Caught in a space between a body’s habitual moves and something new, we perform strange and sometimes unexpected manoeuvres. Asked to walk in the shoes of another, to embody a new form of cultural performance, or to occupy the transit spaces of global mobility, the normally second nature way in which we perform our bodies gives way to more fluid, multiple, and confusing performances of self. These in-between moves— moments of being “out of place” or even “out of body”—are examined in this thesis as performances of interculturality.
Tracing developments in intercultural performance scholarship within the broader performance studies field, I argue for greater accounting of what it is, in embodied terms, to perform in the in-between. Patrice Pavis (1996) suggests that intercultural performance is most meaningful when it is conceived as intercorporeal work; but what kinds of intercorporealities (and intracorporealities) do performers experience in moments where they encounter their own possibility for cultural variation or change?
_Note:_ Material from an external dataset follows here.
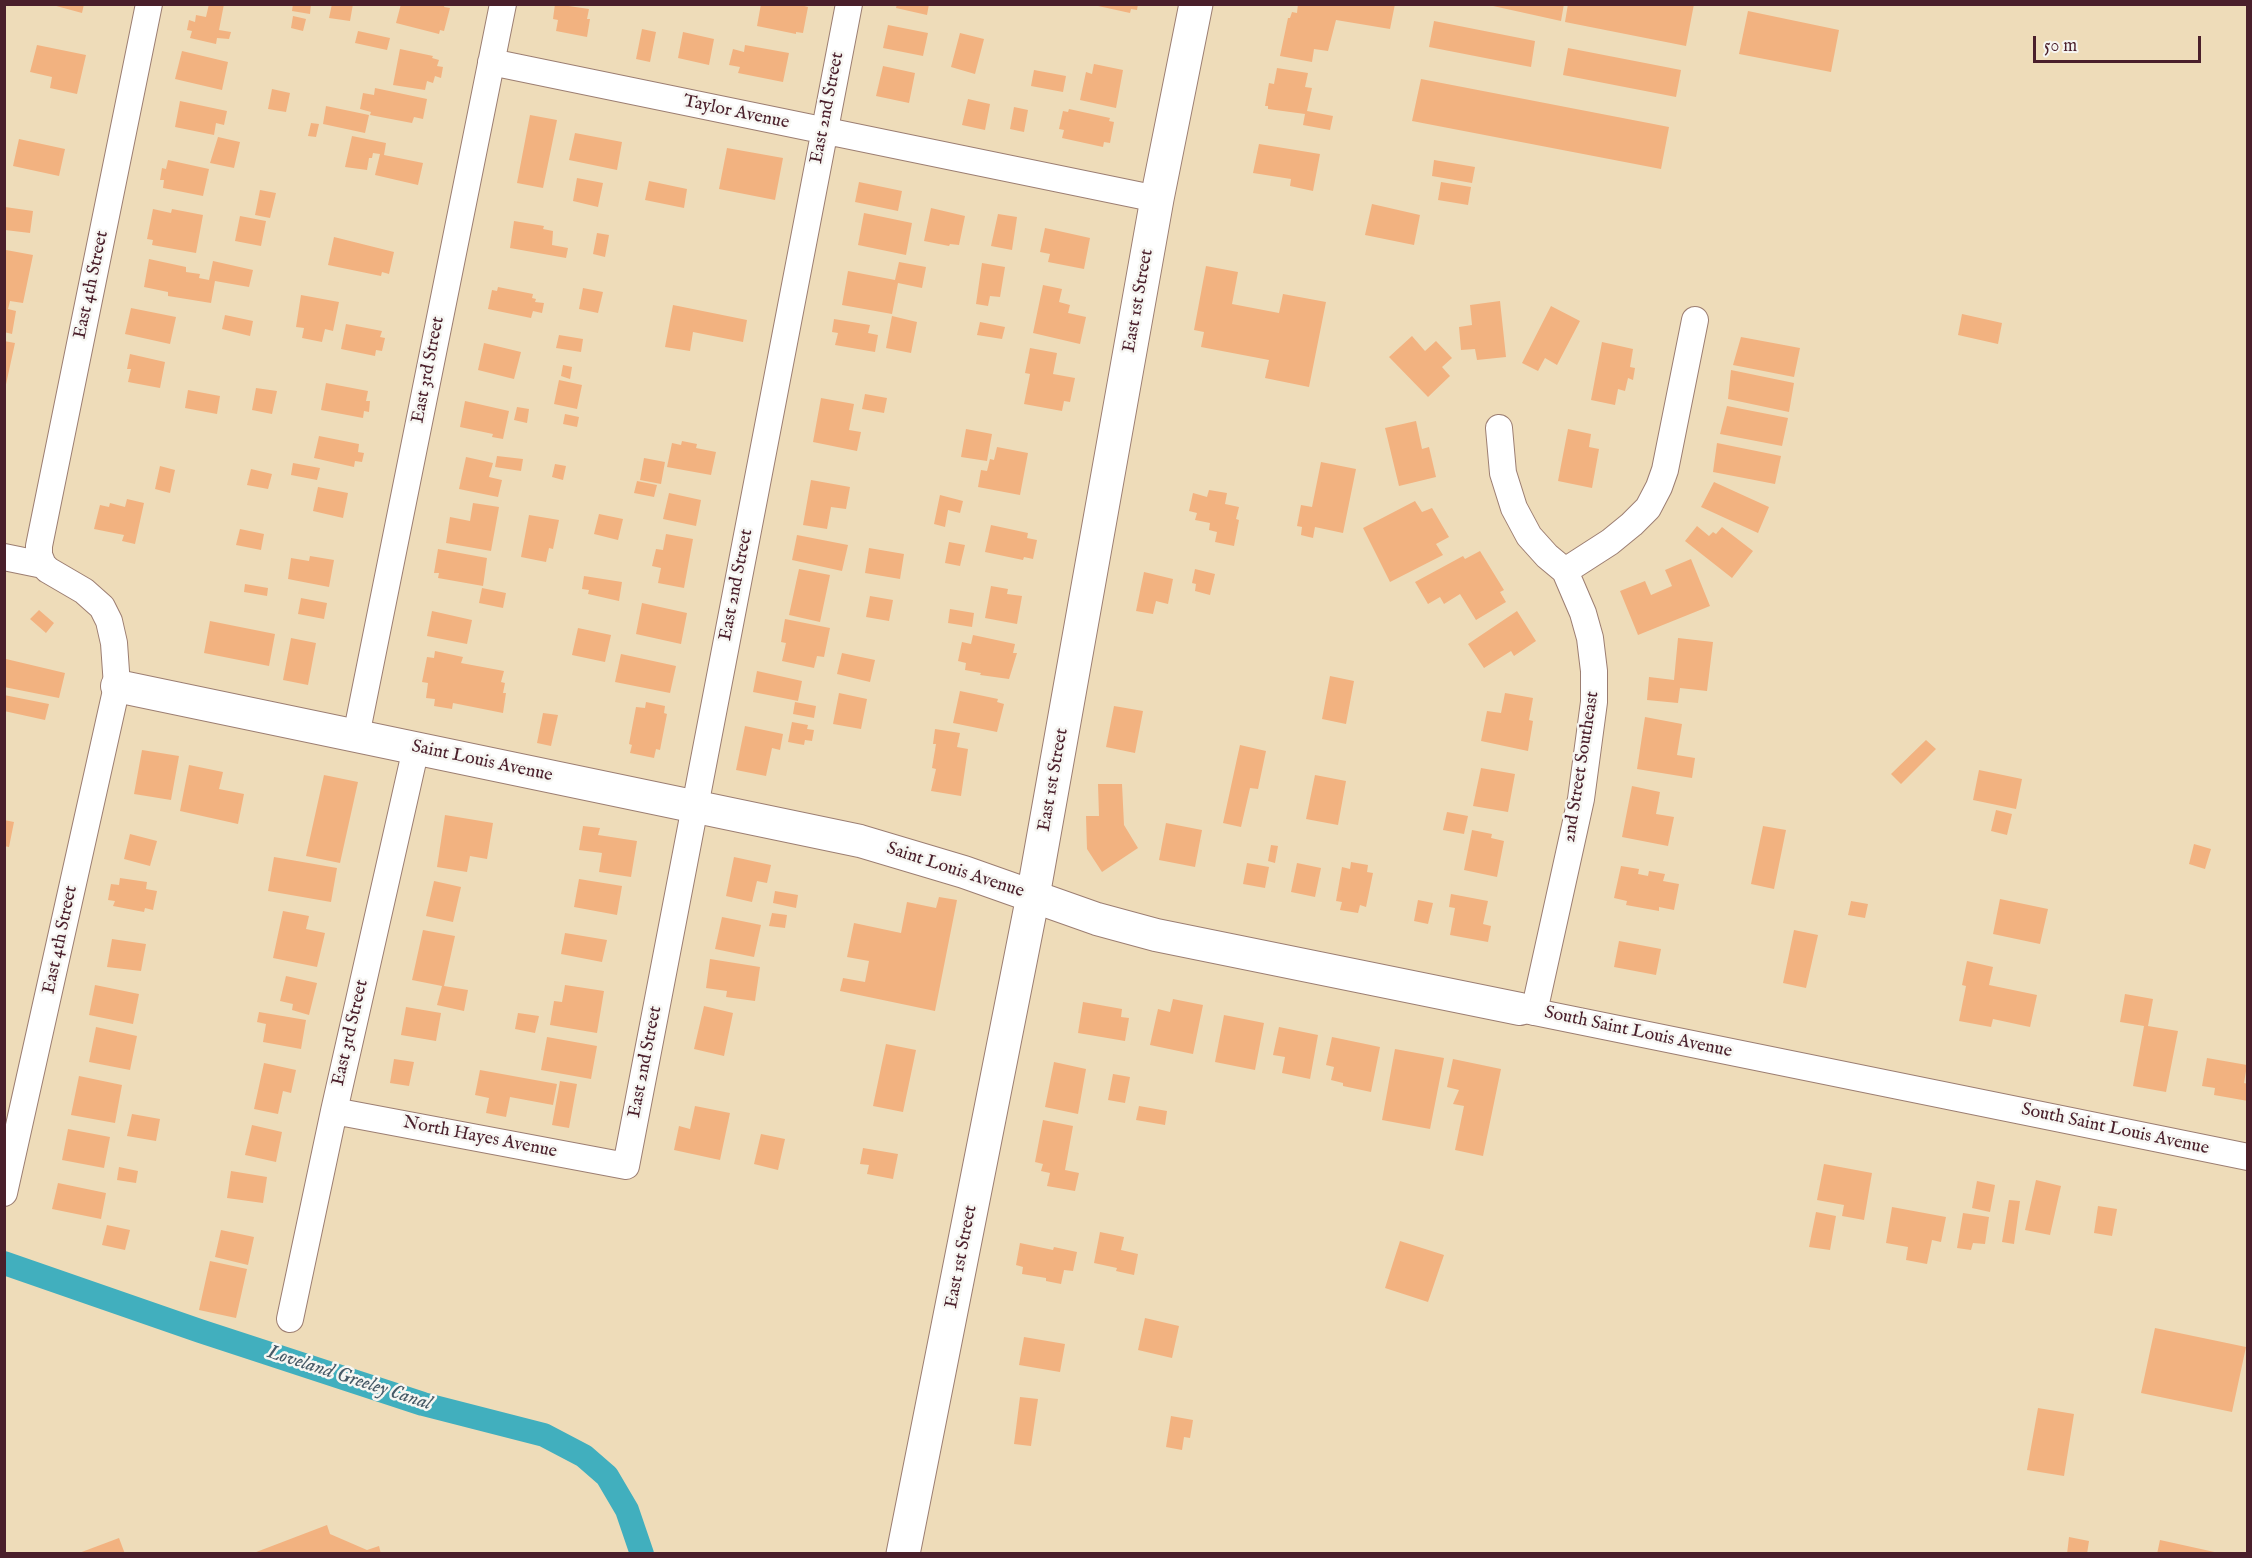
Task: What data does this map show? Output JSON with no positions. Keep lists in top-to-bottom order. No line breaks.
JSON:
{"streets":{"main road":["East 1st Street"],"street":["East 2nd Street","Taylor Avenue","East 4th Street","East 3rd Street","Saint Louis Avenue","2nd Street Southeast","South Saint Louis Avenue","North Hayes Avenue"]},"crossings":[["East 2nd Street","Taylor Avenue"],["East 2nd Street","Saint Louis Avenue"],["East 2nd Street","North Hayes Avenue"],["Taylor Avenue","East 1st Street"],["Taylor Avenue","East 3rd Street"],["East 4th Street","Saint Louis Avenue"],["East 1st Street","Saint Louis Avenue"],["East 1st Street","South Saint Louis Avenue"],["East 3rd Street","Saint Louis Avenue"],["East 3rd Street","North Hayes Avenue"],["Saint Louis Avenue","South Saint Louis Avenue"],["2nd Street Southeast","South Saint Louis Avenue"]],"water":["Loveland Greeley Canal"],"scale_bar":"50 m"}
I argue that scholarship in the field tends to implicitly conceive of the theatrical stage as the zone of cultural interaction, a construction which situates the corporealities of performers as representations of reified cultures. Rather than a recognisable genre of theatrical performance, I propose that “intercultural” and “performance” are discourses, or proposed frameworks for thinking about the world, which can usefully challenge assumptions contained within each other.
Organised in three parts, the thesis explores performance examples from locative art (Janet Cardiff) and tourism (Soundwalk), contemporary dance (Akram Khan, Ade Suharto), and everyday life (travel in the airport). The project draws on theory from a wide range of disciplines (including performance and dance studies, sociology, anthropology, philosophy, human geography, and cultural and postcolonial studies) to argue for a rethinking of the embodiment of in-betweenness as a kind of intercultural performing, and for this to be thought via fundamental relations to being a body in space and time.